**YOUR GOAL:** Your response should consist of the data that follows, repeated in full without alteration.

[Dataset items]
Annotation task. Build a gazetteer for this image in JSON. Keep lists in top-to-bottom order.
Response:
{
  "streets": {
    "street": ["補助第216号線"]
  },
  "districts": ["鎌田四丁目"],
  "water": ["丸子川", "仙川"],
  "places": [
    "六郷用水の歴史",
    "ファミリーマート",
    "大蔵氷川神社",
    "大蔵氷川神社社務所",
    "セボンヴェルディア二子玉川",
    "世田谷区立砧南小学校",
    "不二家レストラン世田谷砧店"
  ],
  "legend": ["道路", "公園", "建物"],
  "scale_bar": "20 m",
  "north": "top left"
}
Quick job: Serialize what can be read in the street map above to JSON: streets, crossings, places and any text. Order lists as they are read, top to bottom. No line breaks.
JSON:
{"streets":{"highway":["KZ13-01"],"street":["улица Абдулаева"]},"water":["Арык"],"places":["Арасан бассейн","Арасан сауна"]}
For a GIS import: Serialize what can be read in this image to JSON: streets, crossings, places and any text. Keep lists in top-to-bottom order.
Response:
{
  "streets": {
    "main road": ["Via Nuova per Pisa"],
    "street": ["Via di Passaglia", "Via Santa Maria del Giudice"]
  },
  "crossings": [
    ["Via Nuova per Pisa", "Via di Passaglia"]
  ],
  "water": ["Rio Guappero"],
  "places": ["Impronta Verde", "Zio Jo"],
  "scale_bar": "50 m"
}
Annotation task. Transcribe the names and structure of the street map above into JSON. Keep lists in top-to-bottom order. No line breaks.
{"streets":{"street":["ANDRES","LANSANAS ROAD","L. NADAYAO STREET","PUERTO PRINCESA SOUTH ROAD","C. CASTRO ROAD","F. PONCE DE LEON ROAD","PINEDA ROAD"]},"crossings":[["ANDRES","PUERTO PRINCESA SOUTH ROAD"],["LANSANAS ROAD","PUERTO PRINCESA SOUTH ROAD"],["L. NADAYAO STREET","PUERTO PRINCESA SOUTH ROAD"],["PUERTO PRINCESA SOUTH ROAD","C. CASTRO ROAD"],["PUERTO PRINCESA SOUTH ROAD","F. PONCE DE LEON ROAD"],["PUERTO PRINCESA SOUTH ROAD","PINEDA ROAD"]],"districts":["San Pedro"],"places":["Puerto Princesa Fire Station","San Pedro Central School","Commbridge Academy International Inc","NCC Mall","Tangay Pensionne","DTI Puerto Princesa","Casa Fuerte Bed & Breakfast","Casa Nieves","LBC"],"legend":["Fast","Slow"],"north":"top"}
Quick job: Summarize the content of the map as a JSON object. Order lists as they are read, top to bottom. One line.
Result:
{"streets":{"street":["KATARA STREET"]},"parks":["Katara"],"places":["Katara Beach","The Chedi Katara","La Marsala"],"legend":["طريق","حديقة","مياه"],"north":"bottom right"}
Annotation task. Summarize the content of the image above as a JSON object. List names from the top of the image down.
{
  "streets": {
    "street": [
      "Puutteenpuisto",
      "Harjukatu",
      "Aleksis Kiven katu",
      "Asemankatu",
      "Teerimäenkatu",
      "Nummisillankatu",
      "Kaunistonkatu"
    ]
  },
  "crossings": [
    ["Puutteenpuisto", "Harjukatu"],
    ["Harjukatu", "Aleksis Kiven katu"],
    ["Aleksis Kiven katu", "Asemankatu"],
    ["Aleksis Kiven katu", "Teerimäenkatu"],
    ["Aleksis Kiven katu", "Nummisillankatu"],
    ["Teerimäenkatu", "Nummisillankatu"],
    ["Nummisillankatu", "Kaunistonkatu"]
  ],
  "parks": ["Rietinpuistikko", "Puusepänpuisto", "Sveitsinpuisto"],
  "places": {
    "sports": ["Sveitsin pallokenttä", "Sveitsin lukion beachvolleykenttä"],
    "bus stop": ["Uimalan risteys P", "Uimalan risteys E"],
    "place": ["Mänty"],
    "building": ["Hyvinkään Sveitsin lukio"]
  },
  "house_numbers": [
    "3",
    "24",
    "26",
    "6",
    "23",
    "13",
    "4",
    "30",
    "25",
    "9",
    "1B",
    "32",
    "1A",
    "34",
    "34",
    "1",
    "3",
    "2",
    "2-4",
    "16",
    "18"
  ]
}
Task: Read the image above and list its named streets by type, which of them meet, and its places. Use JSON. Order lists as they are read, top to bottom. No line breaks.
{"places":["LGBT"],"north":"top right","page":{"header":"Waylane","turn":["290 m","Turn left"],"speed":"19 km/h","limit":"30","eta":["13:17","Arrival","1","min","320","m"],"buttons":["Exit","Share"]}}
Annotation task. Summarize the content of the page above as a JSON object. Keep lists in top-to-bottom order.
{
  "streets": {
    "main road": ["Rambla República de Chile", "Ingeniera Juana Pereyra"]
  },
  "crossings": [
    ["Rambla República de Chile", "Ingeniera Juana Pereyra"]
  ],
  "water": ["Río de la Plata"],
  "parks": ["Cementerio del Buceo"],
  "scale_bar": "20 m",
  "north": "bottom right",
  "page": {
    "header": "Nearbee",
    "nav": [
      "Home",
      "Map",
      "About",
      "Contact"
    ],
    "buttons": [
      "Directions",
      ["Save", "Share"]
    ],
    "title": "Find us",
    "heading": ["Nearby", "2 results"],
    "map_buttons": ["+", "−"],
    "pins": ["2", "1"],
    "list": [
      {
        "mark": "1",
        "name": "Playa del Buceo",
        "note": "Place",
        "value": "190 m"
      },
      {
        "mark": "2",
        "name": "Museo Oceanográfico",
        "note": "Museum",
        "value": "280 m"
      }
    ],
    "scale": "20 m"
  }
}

**SOLUTION:**
Annotation task. Build a gazetteer for this image in JSON. Keep lists in top-to-bottom order.
Response:
{
  "streets": {
    "street": ["補助第216号線"]
  },
  "districts": ["鎌田四丁目"],
  "water": ["丸子川", "仙川"],
  "places": [
    "六郷用水の歴史",
    "ファミリーマート",
    "大蔵氷川神社",
    "大蔵氷川神社社務所",
    "セボンヴェルディア二子玉川",
    "世田谷区立砧南小学校",
    "不二家レストラン世田谷砧店"
  ],
  "legend": ["道路", "公園", "建物"],
  "scale_bar": "20 m",
  "north": "top left"
}
Quick job: Serialize what can be read in the street map above to JSON: streets, crossings, places and any text. Order lists as they are read, top to bottom. No line breaks.
JSON:
{"streets":{"highway":["KZ13-01"],"street":["улица Абдулаева"]},"water":["Арык"],"places":["Арасан бассейн","Арасан сауна"]}
For a GIS import: Serialize what can be read in this image to JSON: streets, crossings, places and any text. Keep lists in top-to-bottom order.
Response:
{
  "streets": {
    "main road": ["Via Nuova per Pisa"],
    "street": ["Via di Passaglia", "Via Santa Maria del Giudice"]
  },
  "crossings": [
    ["Via Nuova per Pisa", "Via di Passaglia"]
  ],
  "water": ["Rio Guappero"],
  "places": ["Impronta Verde", "Zio Jo"],
  "scale_bar": "50 m"
}
Annotation task. Transcribe the names and structure of the street map above into JSON. Keep lists in top-to-bottom order. No line breaks.
{"streets":{"street":["ANDRES","LANSANAS ROAD","L. NADAYAO STREET","PUERTO PRINCESA SOUTH ROAD","C. CASTRO ROAD","F. PONCE DE LEON ROAD","PINEDA ROAD"]},"crossings":[["ANDRES","PUERTO PRINCESA SOUTH ROAD"],["LANSANAS ROAD","PUERTO PRINCESA SOUTH ROAD"],["L. NADAYAO STREET","PUERTO PRINCESA SOUTH ROAD"],["PUERTO PRINCESA SOUTH ROAD","C. CASTRO ROAD"],["PUERTO PRINCESA SOUTH ROAD","F. PONCE DE LEON ROAD"],["PUERTO PRINCESA SOUTH ROAD","PINEDA ROAD"]],"districts":["San Pedro"],"places":["Puerto Princesa Fire Station","San Pedro Central School","Commbridge Academy International Inc","NCC Mall","Tangay Pensionne","DTI Puerto Princesa","Casa Fuerte Bed & Breakfast","Casa Nieves","LBC"],"legend":["Fast","Slow"],"north":"top"}
Quick job: Summarize the content of the map as a JSON object. Order lists as they are read, top to bottom. One line.
Result:
{"streets":{"street":["KATARA STREET"]},"parks":["Katara"],"places":["Katara Beach","The Chedi Katara","La Marsala"],"legend":["طريق","حديقة","مياه"],"north":"bottom right"}
Annotation task. Summarize the content of the image above as a JSON object. List names from the top of the image down.
{
  "streets": {
    "street": [
      "Puutteenpuisto",
      "Harjukatu",
      "Aleksis Kiven katu",
      "Asemankatu",
      "Teerimäenkatu",
      "Nummisillankatu",
      "Kaunistonkatu"
    ]
  },
  "crossings": [
    ["Puutteenpuisto", "Harjukatu"],
    ["Harjukatu", "Aleksis Kiven katu"],
    ["Aleksis Kiven katu", "Asemankatu"],
    ["Aleksis Kiven katu", "Teerimäenkatu"],
    ["Aleksis Kiven katu", "Nummisillankatu"],
    ["Teerimäenkatu", "Nummisillankatu"],
    ["Nummisillankatu", "Kaunistonkatu"]
  ],
  "parks": ["Rietinpuistikko", "Puusepänpuisto", "Sveitsinpuisto"],
  "places": {
    "sports": ["Sveitsin pallokenttä", "Sveitsin lukion beachvolleykenttä"],
    "bus stop": ["Uimalan risteys P", "Uimalan risteys E"],
    "place": ["Mänty"],
    "building": ["Hyvinkään Sveitsin lukio"]
  },
  "house_numbers": [
    "3",
    "24",
    "26",
    "6",
    "23",
    "13",
    "4",
    "30",
    "25",
    "9",
    "1B",
    "32",
    "1A",
    "34",
    "34",
    "1",
    "3",
    "2",
    "2-4",
    "16",
    "18"
  ]
}
Task: Read the image above and list its named streets by type, which of them meet, and its places. Use JSON. Order lists as they are read, top to bottom. No line breaks.
{"places":["LGBT"],"north":"top right","page":{"header":"Waylane","turn":["290 m","Turn left"],"speed":"19 km/h","limit":"30","eta":["13:17","Arrival","1","min","320","m"],"buttons":["Exit","Share"]}}
Annotation task. Summarize the content of the page above as a JSON object. Keep lists in top-to-bottom order.
{
  "streets": {
    "main road": ["Rambla República de Chile", "Ingeniera Juana Pereyra"]
  },
  "crossings": [
    ["Rambla República de Chile", "Ingeniera Juana Pereyra"]
  ],
  "water": ["Río de la Plata"],
  "parks": ["Cementerio del Buceo"],
  "scale_bar": "20 m",
  "north": "bottom right",
  "page": {
    "header": "Nearbee",
    "nav": [
      "Home",
      "Map",
      "About",
      "Contact"
    ],
    "buttons": [
      "Directions",
      ["Save", "Share"]
    ],
    "title": "Find us",
    "heading": ["Nearby", "2 results"],
    "map_buttons": ["+", "−"],
    "pins": ["2", "1"],
    "list": [
      {
        "mark": "1",
        "name": "Playa del Buceo",
        "note": "Place",
        "value": "190 m"
      },
      {
        "mark": "2",
        "name": "Museo Oceanográfico",
        "note": "Museum",
        "value": "280 m"
      }
    ],
    "scale": "20 m"
  }
}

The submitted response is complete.